Task item:
Show all lines of the entries in which the word "headline" is found.

(Collected data entries)
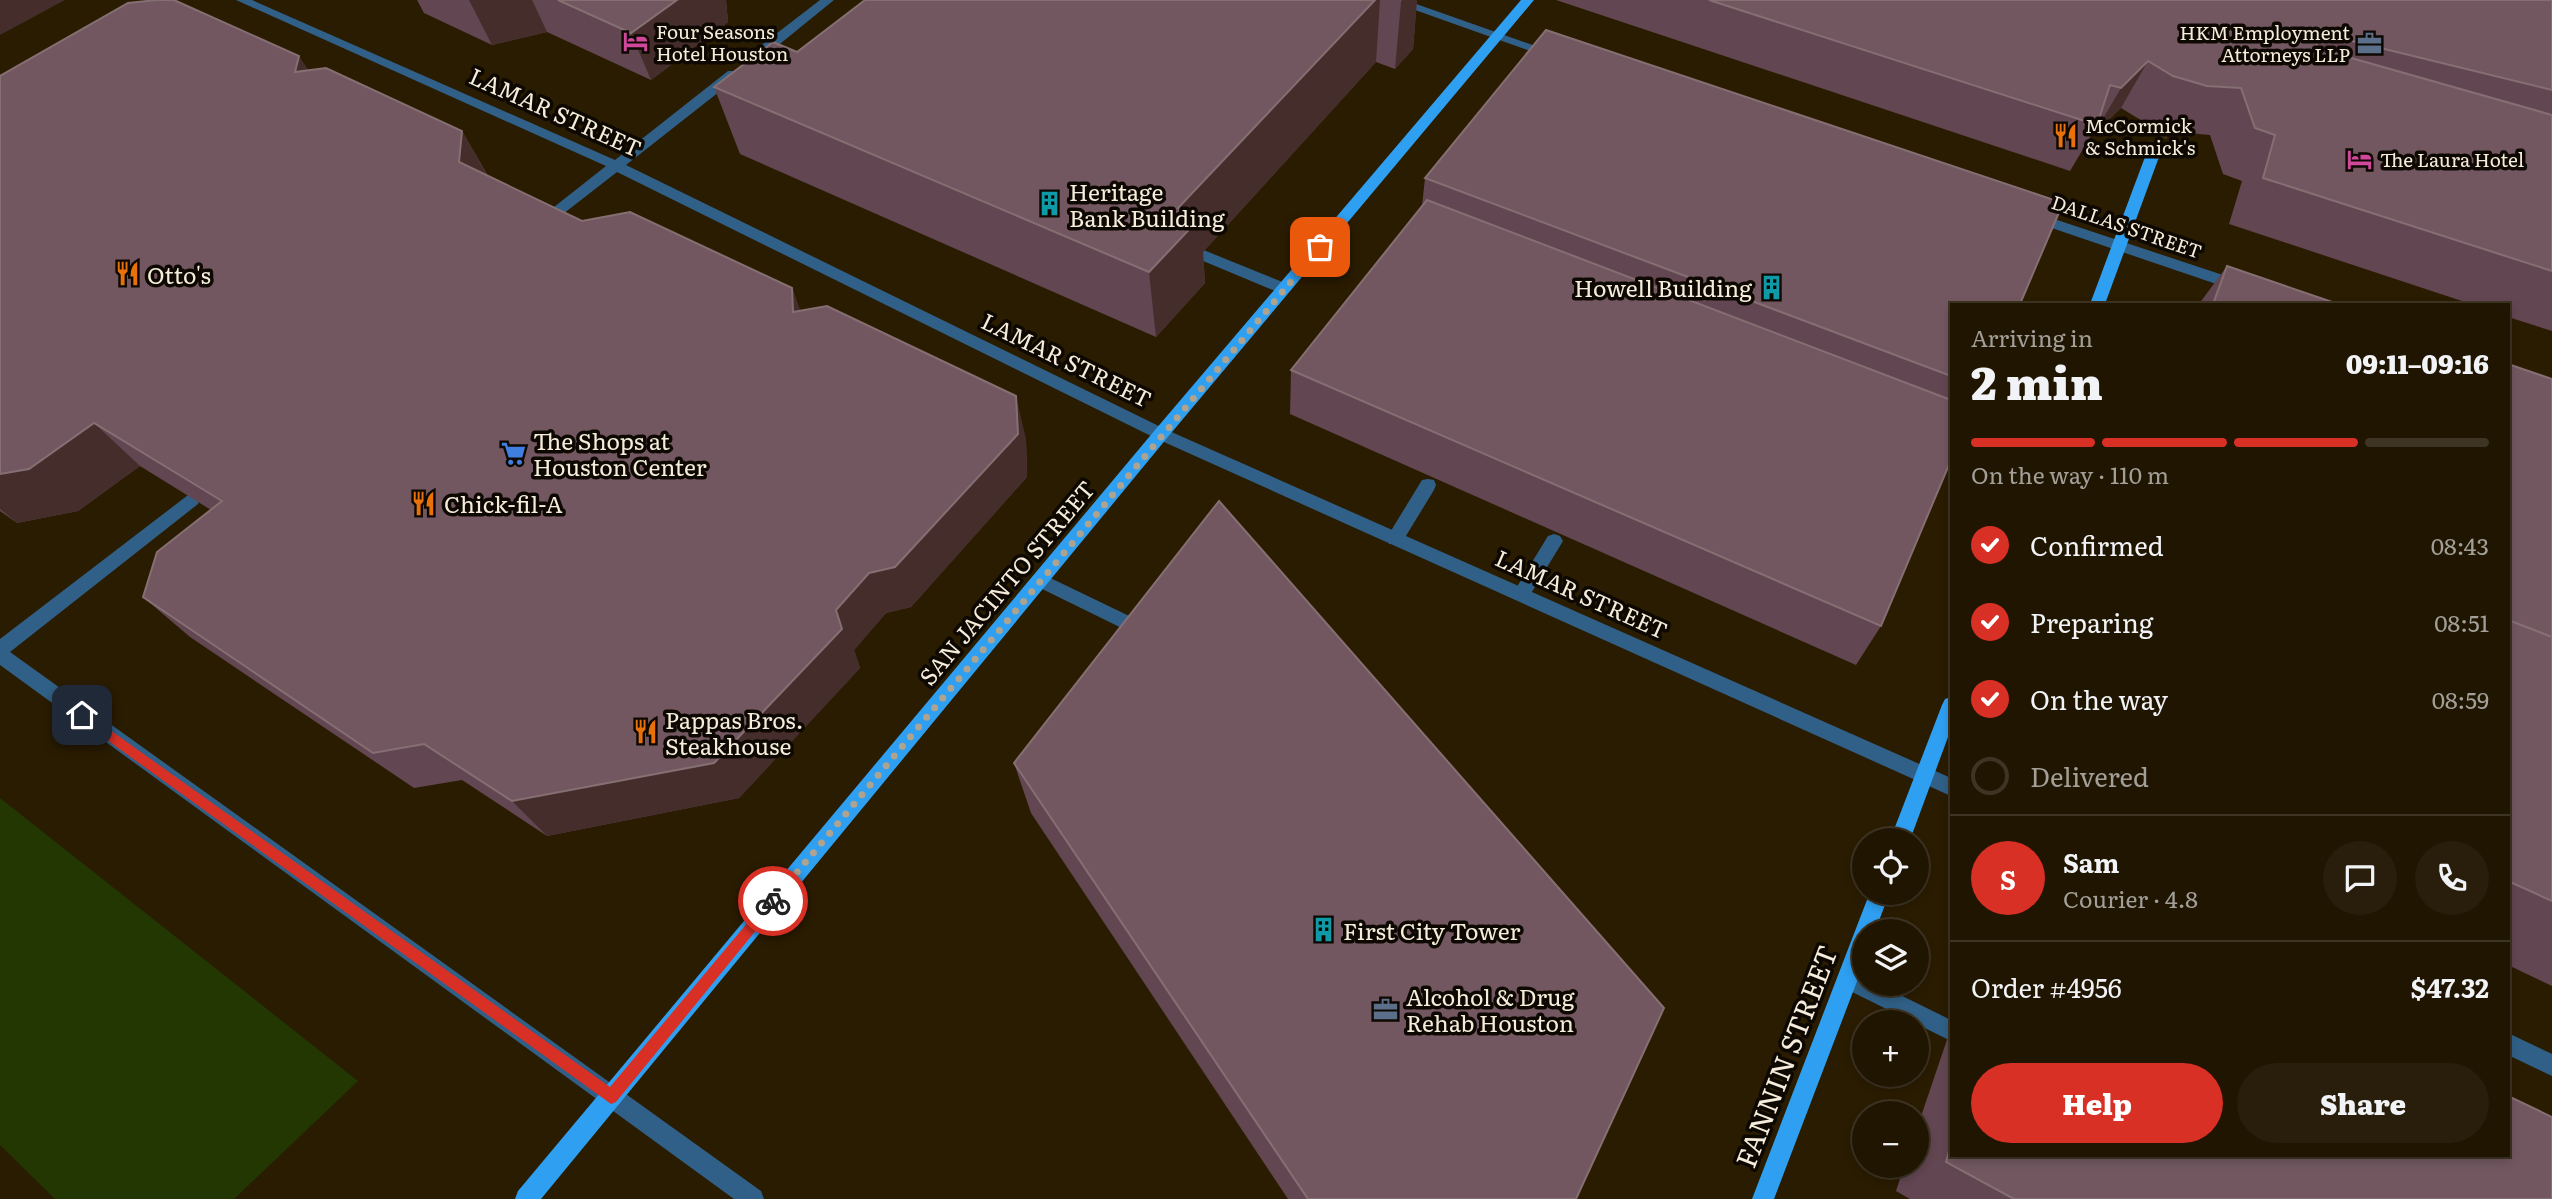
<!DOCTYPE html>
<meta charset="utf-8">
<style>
body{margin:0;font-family:Literata,serif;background:#281e0b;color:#f1f3f6;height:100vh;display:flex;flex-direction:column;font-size:26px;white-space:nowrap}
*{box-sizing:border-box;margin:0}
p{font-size:23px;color:#a29f99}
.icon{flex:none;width:38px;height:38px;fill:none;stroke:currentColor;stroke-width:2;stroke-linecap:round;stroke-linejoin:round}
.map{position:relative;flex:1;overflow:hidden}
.panel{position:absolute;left:1950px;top:303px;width:560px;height:854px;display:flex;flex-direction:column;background:#201501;border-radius:0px;box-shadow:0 4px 10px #0003,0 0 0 2px #3d3423}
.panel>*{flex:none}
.controls{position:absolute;left:1852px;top:828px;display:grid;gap:14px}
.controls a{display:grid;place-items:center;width:77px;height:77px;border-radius:50%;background:#201501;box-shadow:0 4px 10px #0003,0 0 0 2px #3d3423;font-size:35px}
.pin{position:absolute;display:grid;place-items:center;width:60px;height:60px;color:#fff;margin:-30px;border-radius:14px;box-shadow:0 4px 10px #0006}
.courier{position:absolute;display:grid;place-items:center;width:70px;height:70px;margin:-35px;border:5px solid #d93025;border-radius:50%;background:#fff;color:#222;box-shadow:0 2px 9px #0007}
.headline em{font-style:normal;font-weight:800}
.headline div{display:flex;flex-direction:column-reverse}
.headline{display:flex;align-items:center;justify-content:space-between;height:119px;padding:0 21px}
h1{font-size:46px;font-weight:800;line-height:52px}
.bar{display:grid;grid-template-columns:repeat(4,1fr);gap:10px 7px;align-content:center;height:84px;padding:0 21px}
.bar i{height:9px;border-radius:5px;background:#3d3423}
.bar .selected{background:#d93025}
.bar p{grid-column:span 4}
.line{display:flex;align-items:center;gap:18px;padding:0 21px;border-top:2px solid #3d3423}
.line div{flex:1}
.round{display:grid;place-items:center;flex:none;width:74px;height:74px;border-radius:37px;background:#281e0b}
ol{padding:0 21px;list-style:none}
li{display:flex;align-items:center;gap:21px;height:77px}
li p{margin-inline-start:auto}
li .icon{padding:7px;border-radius:50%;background:#d93025;color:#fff;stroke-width:4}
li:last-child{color:#a29f99}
li i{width:38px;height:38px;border:4px solid #3d3423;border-radius:50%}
.primary-button{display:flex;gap:14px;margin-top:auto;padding:14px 21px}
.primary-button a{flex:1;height:80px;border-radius:42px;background:#d93025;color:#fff;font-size:28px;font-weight:800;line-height:80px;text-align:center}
.primary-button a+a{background:#281e0b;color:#f1f3f6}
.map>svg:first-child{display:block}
.green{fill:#223702}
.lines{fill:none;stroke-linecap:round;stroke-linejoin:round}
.primary-tunnel{stroke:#483b22;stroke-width:15;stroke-dasharray:15 7;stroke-linecap:butt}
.service{fill:#306087;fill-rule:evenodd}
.tertiary{fill:#306087;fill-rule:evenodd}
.primary{fill:#2f9ff2;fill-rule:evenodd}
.wall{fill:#624651}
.shaded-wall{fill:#452d2b}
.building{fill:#725760;stroke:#866f73;stroke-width:2}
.route{fill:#d93025}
.done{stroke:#aea38f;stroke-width:7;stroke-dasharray:0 12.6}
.labels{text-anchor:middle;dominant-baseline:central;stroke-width:7;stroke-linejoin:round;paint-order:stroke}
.far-poi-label{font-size:19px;fill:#f5ecdb;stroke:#0d0801;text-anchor:start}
.far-street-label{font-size:19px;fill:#f5ecdb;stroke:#0d0801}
.street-label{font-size:23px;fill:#f5ecdb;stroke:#0d0801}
.poi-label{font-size:23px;fill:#f5ecdb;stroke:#0d0801;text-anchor:start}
.near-street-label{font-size:28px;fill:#f5ecdb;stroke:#0d0801}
</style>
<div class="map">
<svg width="2552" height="1199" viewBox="0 0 2552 1199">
<rect width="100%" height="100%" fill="#2a1c01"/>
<polygon class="green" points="0,798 358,1081 234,1199 55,1199 0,1145"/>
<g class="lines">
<polyline class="primary-tunnel" points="2152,157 2170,108"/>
<g class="service">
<polygon points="1201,249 1290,285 1292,289 1285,294 1280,293 1196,258 1194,254"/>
<polygon points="1428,479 1434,480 1436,485 1434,490 1401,544 1389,544 1387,539 1389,534 1422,480"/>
<polygon points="1554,534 1560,536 1563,541 1560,546 1527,600 1515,600 1512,595 1515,590 1548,536"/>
<polygon points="1040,573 1150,626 1153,631 1150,636 1144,638 1138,636 1034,585 1031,580 1034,575"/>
<polygon points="1847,969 1864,977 1864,984 1878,984 1951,1020 1951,1041 1840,986 1837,979 1840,972"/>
</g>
<g class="tertiary">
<polygon points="236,0 252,0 615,160 728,71 738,71 738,77 626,165 1167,430 1951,778 1951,796 1155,438 617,172 545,228 535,228 535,222 606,166"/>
<polygon points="820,0 834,0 760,60 750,60 750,54"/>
<polygon points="1387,0 1405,0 1558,54 1552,58 1547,57"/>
<polygon points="2033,212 2244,282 2246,286 2239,291 2234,290 2028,220 2028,214"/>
<polygon points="192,492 198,494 200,499 198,504 10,652 761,1191 764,1199 734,1199 0,665 0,639"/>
<polygon points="2508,1033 2552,1054 2552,1076 2508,1055"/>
</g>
<g class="primary">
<polygon points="1521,0 1534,0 1167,438 541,1199 515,1199 518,1191 1155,430"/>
<polygon points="2152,152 2159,157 2105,304 2090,304 2145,157"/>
<polygon points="1951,697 1951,729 1910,840 1890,840 1942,705 1945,699"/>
<polygon points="1870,892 1890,892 1875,931 1864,931 1864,963 1774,1199 1752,1199"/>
</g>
</g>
<g class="wall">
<polygon points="417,0 726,0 728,22 651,80 547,32 492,45 424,13"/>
<polygon points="865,0 1417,0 1413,49 1395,69 1376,62 1203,252 1205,283 1156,337 740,154 714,87 797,52"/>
<polygon points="1556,0 2552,0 2552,331 2508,317 2508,304 2471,304 2229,224 2242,181 2223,174 2210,135 2177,132 2144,122 2121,108 2094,134 2092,134 2070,171"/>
<polygon points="308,70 462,131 488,176 582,221 792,288 800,311 1026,439 1027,477 911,607 886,613 854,650 860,668 739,798 547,836 462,780 414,788 190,637 143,597 211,510 140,466 78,511 17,523 0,511 0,76"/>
<polygon points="1425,178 1951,304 1951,460 1881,626 1856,665 1290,414 1291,370 1422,206"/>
<polygon points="2227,266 2338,304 2199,304"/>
<polygon points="2508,364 2552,379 2552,986 2508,965"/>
<polygon points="1014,763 1576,1199 1288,1199 1031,813"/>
<polygon points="1951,1028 1951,1155 2552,1199 1910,1199 1896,1191 1904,1166 1916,1166 1916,1131"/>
</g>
<g class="shaded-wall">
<polygon points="0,0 65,0 0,35"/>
<polygon points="469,0 532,0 547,32 492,45"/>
<polygon points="677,0 726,0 728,22 651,80 631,33"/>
<polygon points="1375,0 1380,0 1376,62 1203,252 1205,283 1156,337 1149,272 1178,208"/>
<polygon points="1402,0 1417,0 1413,49 1395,69 1401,2"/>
<polygon points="299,56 330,103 295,72"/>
<polygon points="2148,61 2121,108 2094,134 2121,88"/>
<polygon points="462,131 488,177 459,162"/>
<polygon points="792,288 809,333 793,312"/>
<polygon points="1016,396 1026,439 1027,477 911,607 886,613 854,650 860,668 739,798 547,836 512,801 836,610"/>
<polygon points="94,423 140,466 78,511 17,523 0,509 0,474"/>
</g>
<g class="building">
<polygon points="156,0 174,0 299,56 295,72 326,68 462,131 459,162 582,221 630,212 792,288 793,312 827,306 1016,396 1018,434 895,567 869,573 836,610 842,629 714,763 512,801 424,744 373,753 143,597 157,552 222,501 94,423 29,469 0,474 0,76 128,3"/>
<polygon points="558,0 677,0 631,33"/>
<polygon points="865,0 1375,0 1178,208 1201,217 1149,272 714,87 773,42 797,52"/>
<polygon points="1709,0 2552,0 2552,90 2319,33 2316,48 2552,115 2552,271 2263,178 2275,135 2255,128 2241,88 2207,86 2173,76 2148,61 2121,88 2110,85 2097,125"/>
<polygon points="1546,30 2063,203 2020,304 1951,304 1951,376 1425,178"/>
<polygon points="1427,200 1951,400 1951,460 1881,626 1291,370"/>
<polygon points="2227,266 2338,304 2213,304"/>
<polygon points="2508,364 2552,379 2552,637 2508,620"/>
<polygon points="1219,501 1664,1008 1576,1199 1308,1199 1014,763"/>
<polygon points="2508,620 2552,637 2552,901 2508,881"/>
<polygon points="2508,1096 2552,1117 2552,1199 2014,1199 1946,1162 1951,1145 1951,1155 2508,1155"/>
</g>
<polygon class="route" points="82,710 610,1087 769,897 778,897 780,901 616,1102 611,1104 78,719 76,715"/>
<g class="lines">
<polyline class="done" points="773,901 1320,247"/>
</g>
<defs>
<symbol id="hotel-bare" viewBox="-9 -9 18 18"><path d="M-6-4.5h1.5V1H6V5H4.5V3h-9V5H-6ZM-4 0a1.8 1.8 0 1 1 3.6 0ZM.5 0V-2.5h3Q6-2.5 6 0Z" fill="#d1479c" stroke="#0d0801" stroke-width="2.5" paint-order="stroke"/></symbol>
<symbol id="office-bare" viewBox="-9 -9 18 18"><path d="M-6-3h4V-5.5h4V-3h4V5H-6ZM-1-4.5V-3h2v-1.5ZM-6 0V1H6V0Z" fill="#5c6f8a" stroke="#0d0801" stroke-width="2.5" paint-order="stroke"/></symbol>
<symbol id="restaurant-bare" viewBox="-9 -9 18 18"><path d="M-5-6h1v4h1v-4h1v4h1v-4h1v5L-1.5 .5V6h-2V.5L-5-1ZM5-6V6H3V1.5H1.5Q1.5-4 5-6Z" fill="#e8710a" stroke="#0d0801" stroke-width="2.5" paint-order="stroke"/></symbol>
<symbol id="building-bare" viewBox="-9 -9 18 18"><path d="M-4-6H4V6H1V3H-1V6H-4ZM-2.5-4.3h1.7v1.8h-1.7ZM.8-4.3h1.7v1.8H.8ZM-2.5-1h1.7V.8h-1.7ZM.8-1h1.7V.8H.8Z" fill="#0f9aa8" stroke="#0d0801" stroke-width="2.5" paint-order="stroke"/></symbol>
<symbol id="supermarket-bare" viewBox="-9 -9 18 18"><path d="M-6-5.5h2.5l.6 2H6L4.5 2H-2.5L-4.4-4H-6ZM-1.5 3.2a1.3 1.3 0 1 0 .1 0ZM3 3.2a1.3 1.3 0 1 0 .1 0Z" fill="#3f7fe0" stroke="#0d0801" stroke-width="2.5" paint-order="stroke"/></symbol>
</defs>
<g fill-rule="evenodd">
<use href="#hotel-bare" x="618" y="24" width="35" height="35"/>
<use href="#office-bare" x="2352" y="26" width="35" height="35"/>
<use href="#restaurant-bare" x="2048" y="118" width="35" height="35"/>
<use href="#hotel-bare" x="2342" y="142" width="35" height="35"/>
<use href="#building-bare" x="1032" y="186" width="35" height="35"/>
<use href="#restaurant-bare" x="110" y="256" width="35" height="35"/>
<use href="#building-bare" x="1754" y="270" width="35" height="35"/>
<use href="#supermarket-bare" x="496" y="436" width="35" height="35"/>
<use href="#restaurant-bare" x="406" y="486" width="35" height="35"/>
<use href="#restaurant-bare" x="628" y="714" width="35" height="35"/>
<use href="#building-bare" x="1306" y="912" width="35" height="35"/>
<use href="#office-bare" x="1368" y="992" width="35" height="35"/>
</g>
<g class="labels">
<g class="far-poi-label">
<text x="656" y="31">Four Seasons<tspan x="656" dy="22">Hotel Houston</tspan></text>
<text x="2350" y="32" text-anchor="end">HKM Employment<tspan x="2350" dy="22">Attorneys LLP</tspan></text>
<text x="2085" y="125">McCormick<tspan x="2085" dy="22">&amp; Schmick's</tspan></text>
<text x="2380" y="159">The Laura Hotel</text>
</g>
<g class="far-street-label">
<text transform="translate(2127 226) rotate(19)">DALLAS STREET</text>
</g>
<g class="street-label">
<text transform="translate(556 111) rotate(24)">LAMAR STREET</text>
<text transform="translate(1067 359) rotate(26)">LAMAR STREET</text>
<text transform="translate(1006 582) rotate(-50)">SAN JACINTO STREET</text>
<text transform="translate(1582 593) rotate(24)">LAMAR STREET</text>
</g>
<g class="poi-label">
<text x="1069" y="191">Heritage<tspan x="1069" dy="26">Bank Building</tspan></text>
<text x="147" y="274">Otto's</text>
<text x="1752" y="287" text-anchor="end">Howell Building</text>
<text x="533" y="440">The Shops at<tspan x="533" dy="26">Houston Center</tspan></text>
<text x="444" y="503">Chick-fil-A</text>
<text x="665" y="719">Pappas Bros.<tspan x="665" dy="26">Steakhouse</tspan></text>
<text x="1343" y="930">First City Tower</text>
<text x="1406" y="996">Alcohol &amp; Drug<tspan x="1406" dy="26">Rehab Houston</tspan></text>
</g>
<g class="near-street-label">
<text transform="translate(1785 1056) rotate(-69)">FANNIN STREET</text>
</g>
</g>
</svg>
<div class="controls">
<a><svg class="icon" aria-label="locate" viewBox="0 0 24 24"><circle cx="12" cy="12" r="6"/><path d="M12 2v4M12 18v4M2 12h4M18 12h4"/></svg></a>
<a><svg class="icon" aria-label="layers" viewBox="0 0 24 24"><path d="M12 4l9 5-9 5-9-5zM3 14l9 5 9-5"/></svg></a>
<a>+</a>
<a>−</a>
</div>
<div class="pin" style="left:1320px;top:247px;background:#ea580c"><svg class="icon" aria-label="bag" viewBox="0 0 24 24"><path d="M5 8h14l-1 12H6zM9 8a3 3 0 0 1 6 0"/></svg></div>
<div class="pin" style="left:82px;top:715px;background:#1f2937"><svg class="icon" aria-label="home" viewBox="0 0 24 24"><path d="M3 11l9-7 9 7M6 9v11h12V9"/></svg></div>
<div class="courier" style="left:773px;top:901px"><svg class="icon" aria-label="bike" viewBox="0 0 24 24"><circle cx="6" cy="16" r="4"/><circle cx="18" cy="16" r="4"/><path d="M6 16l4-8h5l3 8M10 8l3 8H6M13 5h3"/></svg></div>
<section class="panel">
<div class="headline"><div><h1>2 min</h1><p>Arriving in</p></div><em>09:11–09:16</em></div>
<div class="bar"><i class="selected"></i><i class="selected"></i><i class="selected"></i><i></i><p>On the way · 110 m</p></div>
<ol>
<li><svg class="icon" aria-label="check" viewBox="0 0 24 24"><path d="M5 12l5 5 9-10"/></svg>Confirmed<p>08:43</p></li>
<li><svg class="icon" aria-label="check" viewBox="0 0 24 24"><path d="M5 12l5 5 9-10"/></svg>Preparing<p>08:51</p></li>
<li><svg class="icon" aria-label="check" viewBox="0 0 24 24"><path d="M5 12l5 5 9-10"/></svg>On the way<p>08:59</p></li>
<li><i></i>Delivered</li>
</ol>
<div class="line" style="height:126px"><b class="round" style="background:#d93025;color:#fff">S</b><div><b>Sam</b><p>Courier · 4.8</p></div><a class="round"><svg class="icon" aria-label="chat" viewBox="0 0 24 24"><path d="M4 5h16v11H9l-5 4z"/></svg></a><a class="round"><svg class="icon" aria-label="phone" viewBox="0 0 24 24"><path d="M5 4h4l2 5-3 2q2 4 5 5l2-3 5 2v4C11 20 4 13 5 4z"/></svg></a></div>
<div class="line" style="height:91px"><div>Order #4956</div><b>$47.32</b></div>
<div class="primary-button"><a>Help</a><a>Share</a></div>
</section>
</div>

Result of the task:
.headline em{font-style:normal;font-weight:800}
.headline div{display:flex;flex-direction:column-reverse}
.headline{display:flex;align-items:center;justify-content:space-between;height:119px;padding:0 21px}
<div class="headline"><div><h1>2 min</h1><p>Arriving in</p></div><em>09:11–09:16</em></div>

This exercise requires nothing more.